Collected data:
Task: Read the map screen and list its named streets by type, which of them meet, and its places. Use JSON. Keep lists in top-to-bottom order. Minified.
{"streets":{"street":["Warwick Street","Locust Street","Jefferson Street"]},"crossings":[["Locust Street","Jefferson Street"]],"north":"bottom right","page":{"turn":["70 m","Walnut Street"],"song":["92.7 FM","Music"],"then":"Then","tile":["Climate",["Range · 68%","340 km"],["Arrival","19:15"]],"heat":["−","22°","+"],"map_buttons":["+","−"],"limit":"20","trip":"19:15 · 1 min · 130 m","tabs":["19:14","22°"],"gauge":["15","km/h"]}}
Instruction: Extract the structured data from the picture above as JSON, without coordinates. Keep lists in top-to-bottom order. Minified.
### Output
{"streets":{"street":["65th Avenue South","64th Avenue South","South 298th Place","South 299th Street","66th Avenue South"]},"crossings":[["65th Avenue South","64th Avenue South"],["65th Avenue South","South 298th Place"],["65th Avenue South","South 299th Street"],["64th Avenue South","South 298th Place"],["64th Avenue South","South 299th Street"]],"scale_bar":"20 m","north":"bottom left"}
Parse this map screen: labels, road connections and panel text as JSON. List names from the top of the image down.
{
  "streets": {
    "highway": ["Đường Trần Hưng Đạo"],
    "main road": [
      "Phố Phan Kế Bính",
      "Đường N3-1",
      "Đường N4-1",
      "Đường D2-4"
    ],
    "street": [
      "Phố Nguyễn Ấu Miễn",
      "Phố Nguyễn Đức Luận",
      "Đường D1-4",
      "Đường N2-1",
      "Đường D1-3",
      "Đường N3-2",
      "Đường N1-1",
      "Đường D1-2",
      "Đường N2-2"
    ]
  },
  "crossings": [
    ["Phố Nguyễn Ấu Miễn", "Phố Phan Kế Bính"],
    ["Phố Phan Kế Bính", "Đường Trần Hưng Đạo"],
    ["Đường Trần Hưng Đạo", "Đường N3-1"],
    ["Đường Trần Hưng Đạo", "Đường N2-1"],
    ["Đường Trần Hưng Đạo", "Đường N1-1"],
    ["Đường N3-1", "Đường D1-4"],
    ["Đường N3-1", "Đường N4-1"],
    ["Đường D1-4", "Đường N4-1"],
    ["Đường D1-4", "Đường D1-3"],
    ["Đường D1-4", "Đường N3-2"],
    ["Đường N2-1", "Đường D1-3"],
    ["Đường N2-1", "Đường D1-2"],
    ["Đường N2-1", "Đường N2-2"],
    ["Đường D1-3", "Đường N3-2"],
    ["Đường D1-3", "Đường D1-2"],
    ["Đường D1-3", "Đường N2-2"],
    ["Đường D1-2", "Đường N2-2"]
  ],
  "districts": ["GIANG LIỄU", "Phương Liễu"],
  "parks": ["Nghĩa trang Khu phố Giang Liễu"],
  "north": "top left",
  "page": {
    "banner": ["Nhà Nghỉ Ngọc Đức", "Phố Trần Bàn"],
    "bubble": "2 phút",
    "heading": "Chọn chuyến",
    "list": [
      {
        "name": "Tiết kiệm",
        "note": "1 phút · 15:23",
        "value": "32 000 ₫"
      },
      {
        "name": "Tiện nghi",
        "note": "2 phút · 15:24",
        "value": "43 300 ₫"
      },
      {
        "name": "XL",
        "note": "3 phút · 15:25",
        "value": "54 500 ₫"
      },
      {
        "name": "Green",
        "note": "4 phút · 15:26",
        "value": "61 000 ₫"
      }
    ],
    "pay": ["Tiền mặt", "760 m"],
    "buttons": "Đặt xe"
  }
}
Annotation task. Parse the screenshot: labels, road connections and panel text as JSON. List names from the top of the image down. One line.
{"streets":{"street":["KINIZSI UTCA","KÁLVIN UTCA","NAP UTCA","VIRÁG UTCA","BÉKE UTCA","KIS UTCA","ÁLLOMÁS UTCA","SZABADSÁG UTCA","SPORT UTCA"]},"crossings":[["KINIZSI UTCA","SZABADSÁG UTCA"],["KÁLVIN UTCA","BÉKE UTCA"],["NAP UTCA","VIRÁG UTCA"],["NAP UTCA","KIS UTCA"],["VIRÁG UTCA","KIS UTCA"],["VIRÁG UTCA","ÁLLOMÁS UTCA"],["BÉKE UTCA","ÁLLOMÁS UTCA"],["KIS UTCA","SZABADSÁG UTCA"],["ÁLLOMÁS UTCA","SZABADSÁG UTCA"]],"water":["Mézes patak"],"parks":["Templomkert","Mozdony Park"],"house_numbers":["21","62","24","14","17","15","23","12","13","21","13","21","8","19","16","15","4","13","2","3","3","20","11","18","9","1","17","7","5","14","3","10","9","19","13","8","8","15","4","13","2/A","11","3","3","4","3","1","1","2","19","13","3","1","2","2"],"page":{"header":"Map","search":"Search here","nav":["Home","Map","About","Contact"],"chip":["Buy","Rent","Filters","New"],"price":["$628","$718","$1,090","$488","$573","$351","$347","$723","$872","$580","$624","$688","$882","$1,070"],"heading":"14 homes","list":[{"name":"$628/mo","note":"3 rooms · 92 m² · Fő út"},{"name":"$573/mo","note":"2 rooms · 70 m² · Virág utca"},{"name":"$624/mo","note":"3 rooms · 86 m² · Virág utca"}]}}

## INSTRUCTIONS FOR THE TASK
Which lines above contain the word "names"? Show each of them.

## ANSWER TO THIS EXERCISE
Parse this map screen: labels, road connections and panel text as JSON. List names from the top of the image down.
Annotation task. Parse the screenshot: labels, road connections and panel text as JSON. List names from the top of the image down. One line.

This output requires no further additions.